__ACTIVITY__. Retype all the records below exactly as they are, with no image carried over.

__MATERIALS PROVIDED__.

########

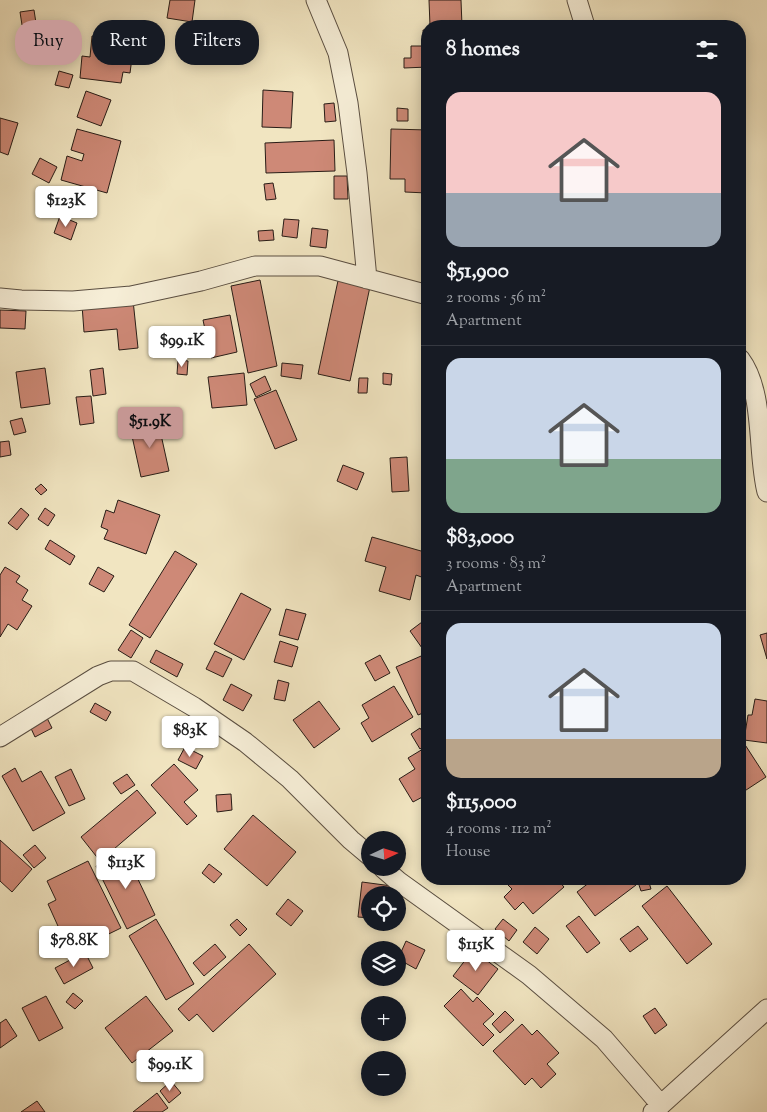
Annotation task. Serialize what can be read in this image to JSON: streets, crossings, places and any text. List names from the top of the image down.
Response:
{
  "north": "right",
  "page": {
    "chip": ["Buy", "Rent", "Filters"],
    "heading": "8 homes",
    "list": [
      {
        "name": "$51,900",
        "note": "2 rooms · 56 m² · Apartment"
      },
      {
        "name": "$83,000",
        "note": "3 rooms · 83 m² · Apartment"
      },
      {
        "name": "$115,000",
        "note": "4 rooms · 112 m² · House"
      }
    ],
    "price": [
      "$123K",
      "$99.1K",
      "$51.9K",
      "$83K",
      "$113K",
      "$78.8K",
      "$115K",
      "$99.1K"
    ],
    "map_buttons": ["+", "−"]
  }
}
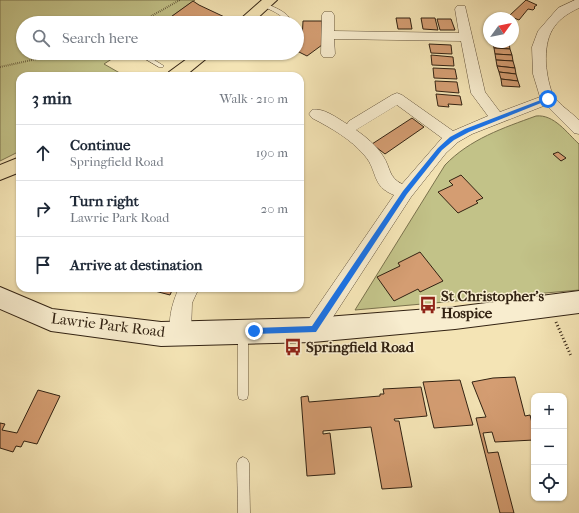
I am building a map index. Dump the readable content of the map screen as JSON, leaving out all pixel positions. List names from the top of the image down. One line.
{"streets":{"street":["Lawrie Park Road"]},"places":{"bus stop":["St Christopher's Hospice","Springfield Road"]},"north":"top right","page":{"search":"Search here","heading":["3 min","Walk · 210 m"],"list":[["Continue","Springfield Road","190 m"],["Turn right","Lawrie Park Road","20 m"],"Arrive at destination"],"map_buttons":["+","−"]}}
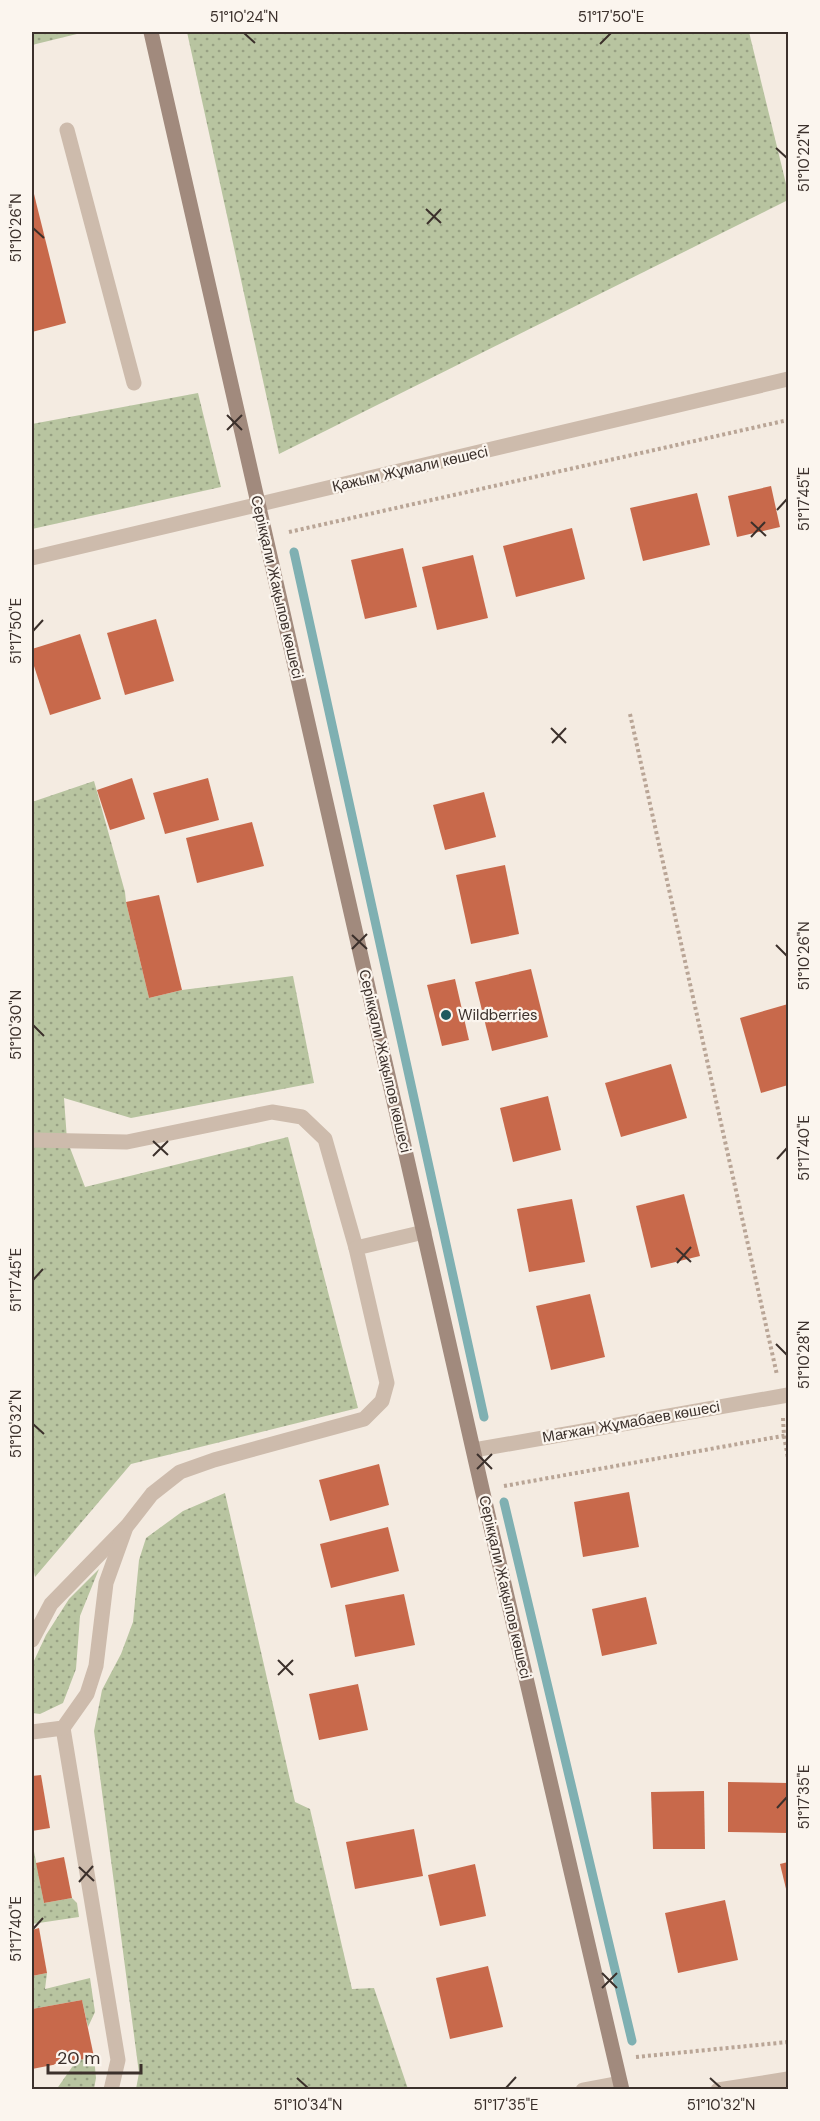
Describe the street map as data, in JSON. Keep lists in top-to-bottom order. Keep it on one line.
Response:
{"streets":{"main road":["Серікқали Жақыпов көшесі"],"street":["Қажым Жұмали көшесі","Мағжан Жұмабаев көшесі"]},"crossings":[["Қажым Жұмали көшесі","Серікқали Жақыпов көшесі"],["Серікқали Жақыпов көшесі","Мағжан Жұмабаев көшесі"]],"places":["Wildberries"],"scale_bar":"20 m","coordinates":["51°10'24\"N","51°17'50\"E","51°10'22\"N","51°10'26\"N","51°17'45\"E","51°10'30\"N","51°17'40\"E","51°10'28\"N","51°10'32\"N","51°17'35\"E","51°10'34\"N"]}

########

__SOLUTION FOR THIS EXERCISE__.
Annotation task. Serialize what can be read in this image to JSON: streets, crossings, places and any text. List names from the top of the image down.
Response:
{
  "north": "right",
  "page": {
    "chip": ["Buy", "Rent", "Filters"],
    "heading": "8 homes",
    "list": [
      {
        "name": "$51,900",
        "note": "2 rooms · 56 m² · Apartment"
      },
      {
        "name": "$83,000",
        "note": "3 rooms · 83 m² · Apartment"
      },
      {
        "name": "$115,000",
        "note": "4 rooms · 112 m² · House"
      }
    ],
    "price": [
      "$123K",
      "$99.1K",
      "$51.9K",
      "$83K",
      "$113K",
      "$78.8K",
      "$115K",
      "$99.1K"
    ],
    "map_buttons": ["+", "−"]
  }
}
I am building a map index. Dump the readable content of the map screen as JSON, leaving out all pixel positions. List names from the top of the image down. One line.
{"streets":{"street":["Lawrie Park Road"]},"places":{"bus stop":["St Christopher's Hospice","Springfield Road"]},"north":"top right","page":{"search":"Search here","heading":["3 min","Walk · 210 m"],"list":[["Continue","Springfield Road","190 m"],["Turn right","Lawrie Park Road","20 m"],"Arrive at destination"],"map_buttons":["+","−"]}}
Describe the street map as data, in JSON. Keep lists in top-to-bottom order. Keep it on one line.
Response:
{"streets":{"main road":["Серікқали Жақыпов көшесі"],"street":["Қажым Жұмали көшесі","Мағжан Жұмабаев көшесі"]},"crossings":[["Қажым Жұмали көшесі","Серікқали Жақыпов көшесі"],["Серікқали Жақыпов көшесі","Мағжан Жұмабаев көшесі"]],"places":["Wildberries"],"scale_bar":"20 m","coordinates":["51°10'24\"N","51°17'50\"E","51°10'22\"N","51°10'26\"N","51°17'45\"E","51°10'30\"N","51°17'40\"E","51°10'28\"N","51°10'32\"N","51°17'35\"E","51°10'34\"N"]}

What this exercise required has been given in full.